• [Goal of the exercise]: Once you find the line with "Input: one rendered" in the data below, transcribe exactly each line from there to the line with "Read the map", inclusive, and nothing else. Drop the pictures.

• [The input]:
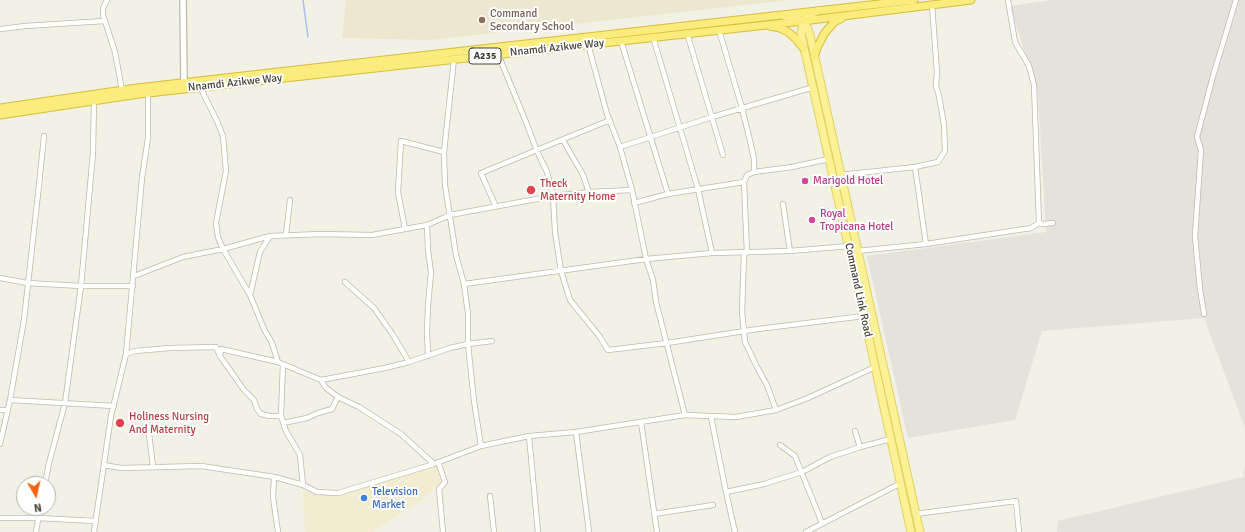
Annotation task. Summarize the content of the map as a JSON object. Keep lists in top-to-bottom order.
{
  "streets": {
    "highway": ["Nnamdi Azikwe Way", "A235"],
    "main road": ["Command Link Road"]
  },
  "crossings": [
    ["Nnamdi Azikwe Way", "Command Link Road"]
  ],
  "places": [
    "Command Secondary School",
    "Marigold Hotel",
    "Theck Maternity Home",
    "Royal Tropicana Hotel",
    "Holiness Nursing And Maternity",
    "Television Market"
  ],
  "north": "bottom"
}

...

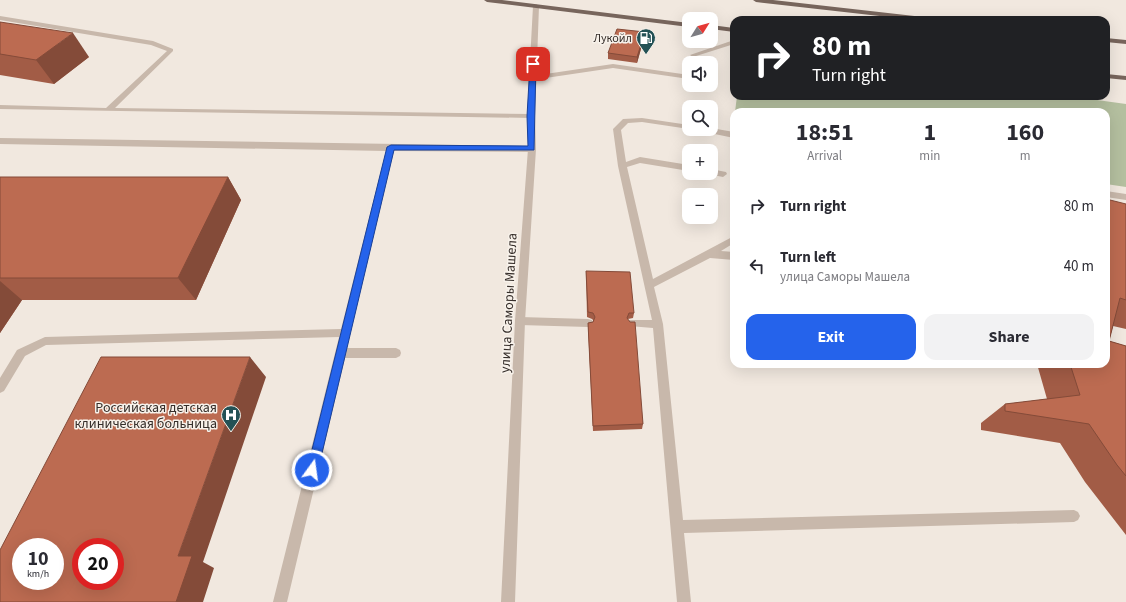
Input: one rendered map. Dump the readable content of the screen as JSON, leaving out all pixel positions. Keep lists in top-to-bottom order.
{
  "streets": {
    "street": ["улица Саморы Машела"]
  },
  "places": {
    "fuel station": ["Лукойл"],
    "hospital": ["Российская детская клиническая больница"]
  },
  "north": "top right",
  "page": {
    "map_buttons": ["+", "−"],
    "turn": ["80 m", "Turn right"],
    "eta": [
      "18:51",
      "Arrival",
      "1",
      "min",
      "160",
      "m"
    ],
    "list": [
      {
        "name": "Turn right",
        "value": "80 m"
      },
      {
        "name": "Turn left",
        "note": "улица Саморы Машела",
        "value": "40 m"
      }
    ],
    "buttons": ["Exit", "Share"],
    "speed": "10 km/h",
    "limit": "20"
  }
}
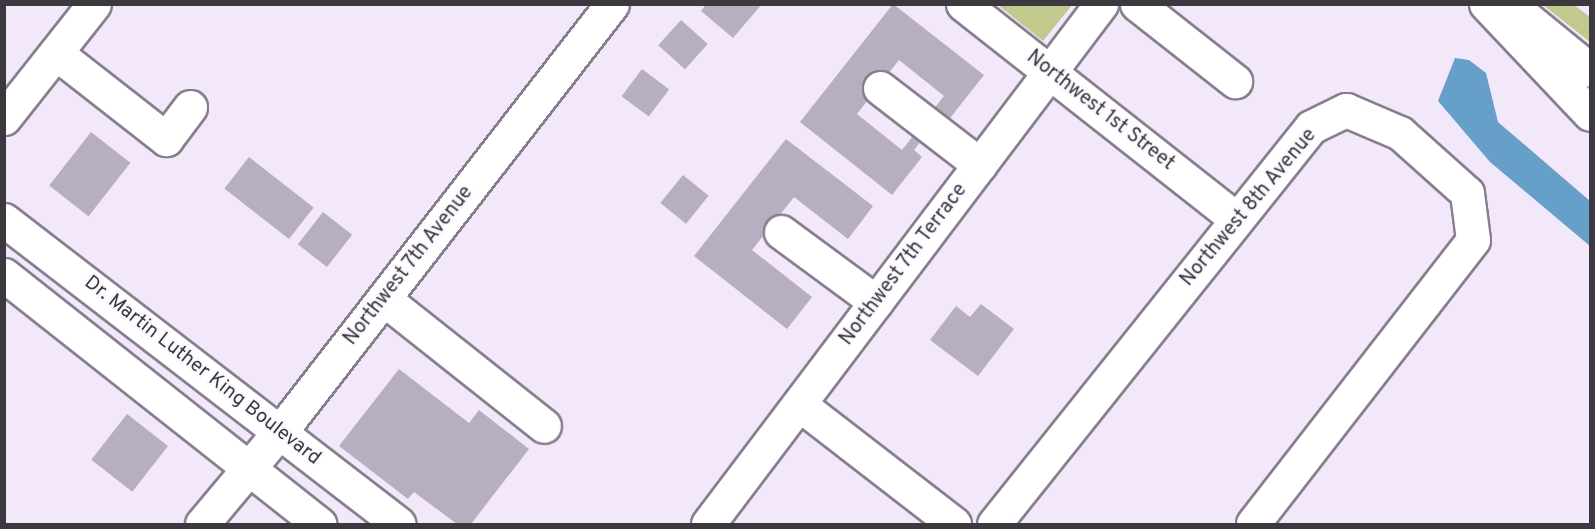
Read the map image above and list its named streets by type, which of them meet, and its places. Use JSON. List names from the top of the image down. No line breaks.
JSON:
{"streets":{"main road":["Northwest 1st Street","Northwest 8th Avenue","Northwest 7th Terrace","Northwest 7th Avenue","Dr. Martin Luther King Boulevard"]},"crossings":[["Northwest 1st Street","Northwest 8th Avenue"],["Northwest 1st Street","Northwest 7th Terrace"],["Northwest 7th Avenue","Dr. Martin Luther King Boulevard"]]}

• [Answer box]:
Input: one rendered map. Dump the readable content of the screen as JSON, leaving out all pixel positions. Keep lists in top-to-bottom order.
{
  "streets": {
    "street": ["улица Саморы Машела"]
  },
  "places": {
    "fuel station": ["Лукойл"],
    "hospital": ["Российская детская клиническая больница"]
  },
  "north": "top right",
  "page": {
    "map_buttons": ["+", "−"],
    "turn": ["80 m", "Turn right"],
    "eta": [
      "18:51",
      "Arrival",
      "1",
      "min",
      "160",
      "m"
    ],
    "list": [
      {
        "name": "Turn right",
        "value": "80 m"
      },
      {
        "name": "Turn left",
        "note": "улица Саморы Машела",
        "value": "40 m"
      }
    ],
    "buttons": ["Exit", "Share"],
    "speed": "10 km/h",
    "limit": "20"
  }
}
Read the map image above and list its named streets by type, which of them meet, and its places. Use JSON. List names from the top of the image down. No line breaks.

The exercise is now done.